**What to produce**
Return each line of the records below in which the string "rows" turns up.

Task input: Begin

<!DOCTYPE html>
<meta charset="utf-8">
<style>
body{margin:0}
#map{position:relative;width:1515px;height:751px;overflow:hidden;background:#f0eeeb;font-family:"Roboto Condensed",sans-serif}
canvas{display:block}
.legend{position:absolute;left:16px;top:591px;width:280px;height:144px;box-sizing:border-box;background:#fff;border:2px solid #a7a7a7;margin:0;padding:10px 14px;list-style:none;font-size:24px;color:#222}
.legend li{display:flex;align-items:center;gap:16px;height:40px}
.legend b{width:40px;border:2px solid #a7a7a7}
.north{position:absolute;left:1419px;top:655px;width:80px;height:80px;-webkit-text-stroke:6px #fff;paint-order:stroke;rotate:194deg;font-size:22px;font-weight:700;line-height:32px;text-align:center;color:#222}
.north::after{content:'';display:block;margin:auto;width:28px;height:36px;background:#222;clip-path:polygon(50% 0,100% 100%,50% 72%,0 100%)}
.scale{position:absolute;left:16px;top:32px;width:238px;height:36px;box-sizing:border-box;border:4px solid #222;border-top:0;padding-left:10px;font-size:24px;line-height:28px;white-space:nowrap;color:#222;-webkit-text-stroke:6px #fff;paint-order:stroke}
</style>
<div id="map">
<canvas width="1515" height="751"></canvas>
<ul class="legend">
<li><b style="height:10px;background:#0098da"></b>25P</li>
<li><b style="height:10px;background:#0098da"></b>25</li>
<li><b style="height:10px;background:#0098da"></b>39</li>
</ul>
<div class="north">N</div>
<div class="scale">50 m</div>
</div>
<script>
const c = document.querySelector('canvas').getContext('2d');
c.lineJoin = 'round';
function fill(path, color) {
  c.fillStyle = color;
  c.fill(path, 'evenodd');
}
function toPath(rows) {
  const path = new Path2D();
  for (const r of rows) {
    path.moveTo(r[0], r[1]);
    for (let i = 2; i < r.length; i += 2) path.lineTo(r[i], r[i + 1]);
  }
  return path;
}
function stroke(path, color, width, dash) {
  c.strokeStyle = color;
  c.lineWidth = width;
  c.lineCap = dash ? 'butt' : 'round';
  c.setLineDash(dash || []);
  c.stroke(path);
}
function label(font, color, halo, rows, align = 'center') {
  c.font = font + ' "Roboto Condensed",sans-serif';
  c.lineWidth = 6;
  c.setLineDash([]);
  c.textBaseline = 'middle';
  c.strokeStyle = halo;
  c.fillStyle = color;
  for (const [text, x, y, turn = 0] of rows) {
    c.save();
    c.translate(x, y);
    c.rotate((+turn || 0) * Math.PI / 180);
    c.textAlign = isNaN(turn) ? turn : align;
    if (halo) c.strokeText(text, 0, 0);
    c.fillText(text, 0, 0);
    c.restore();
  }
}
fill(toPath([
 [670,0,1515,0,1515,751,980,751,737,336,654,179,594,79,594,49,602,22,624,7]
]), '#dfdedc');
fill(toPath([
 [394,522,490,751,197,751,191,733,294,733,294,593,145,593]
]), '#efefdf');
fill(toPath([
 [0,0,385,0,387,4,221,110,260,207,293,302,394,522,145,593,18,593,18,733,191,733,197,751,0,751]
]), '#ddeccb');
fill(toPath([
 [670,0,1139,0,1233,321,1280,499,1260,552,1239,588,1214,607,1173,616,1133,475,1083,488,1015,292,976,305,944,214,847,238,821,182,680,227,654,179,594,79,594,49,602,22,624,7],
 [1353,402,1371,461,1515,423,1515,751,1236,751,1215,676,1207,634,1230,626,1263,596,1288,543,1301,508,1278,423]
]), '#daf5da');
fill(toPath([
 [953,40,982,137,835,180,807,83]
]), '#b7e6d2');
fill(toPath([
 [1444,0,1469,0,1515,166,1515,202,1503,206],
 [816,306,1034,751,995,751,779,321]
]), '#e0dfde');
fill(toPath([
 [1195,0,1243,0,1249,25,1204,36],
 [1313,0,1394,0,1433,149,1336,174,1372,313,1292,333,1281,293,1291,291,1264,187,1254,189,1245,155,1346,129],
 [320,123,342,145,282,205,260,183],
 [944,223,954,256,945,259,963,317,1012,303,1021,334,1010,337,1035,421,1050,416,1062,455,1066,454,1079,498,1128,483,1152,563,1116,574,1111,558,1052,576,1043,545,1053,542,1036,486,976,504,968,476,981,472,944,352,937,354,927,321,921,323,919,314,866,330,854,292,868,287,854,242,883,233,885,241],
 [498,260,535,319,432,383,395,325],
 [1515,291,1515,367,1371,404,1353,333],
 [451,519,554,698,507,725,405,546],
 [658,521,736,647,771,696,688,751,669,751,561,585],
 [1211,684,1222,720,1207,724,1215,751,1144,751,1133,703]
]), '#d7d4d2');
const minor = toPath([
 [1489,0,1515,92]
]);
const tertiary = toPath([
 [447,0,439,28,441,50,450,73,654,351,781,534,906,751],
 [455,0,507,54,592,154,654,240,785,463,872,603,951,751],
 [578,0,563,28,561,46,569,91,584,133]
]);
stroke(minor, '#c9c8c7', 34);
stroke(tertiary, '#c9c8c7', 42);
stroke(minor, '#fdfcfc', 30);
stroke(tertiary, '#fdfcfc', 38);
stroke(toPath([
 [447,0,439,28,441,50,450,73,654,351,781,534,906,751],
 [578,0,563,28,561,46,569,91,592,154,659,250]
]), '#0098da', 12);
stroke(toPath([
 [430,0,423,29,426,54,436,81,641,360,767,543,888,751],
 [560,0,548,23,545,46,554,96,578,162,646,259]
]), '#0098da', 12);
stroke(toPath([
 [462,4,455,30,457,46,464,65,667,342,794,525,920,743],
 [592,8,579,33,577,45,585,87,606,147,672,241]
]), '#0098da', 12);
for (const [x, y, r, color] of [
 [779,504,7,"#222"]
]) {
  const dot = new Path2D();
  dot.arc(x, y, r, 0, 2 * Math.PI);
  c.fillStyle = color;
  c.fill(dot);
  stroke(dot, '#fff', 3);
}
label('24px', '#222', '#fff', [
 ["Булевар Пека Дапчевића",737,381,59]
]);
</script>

Task input: End

**Written response**
function toPath(rows) {
  for (const r of rows) {
function label(font, color, halo, rows, align = 'center') {
  for (const [text, x, y, turn = 0] of rows) {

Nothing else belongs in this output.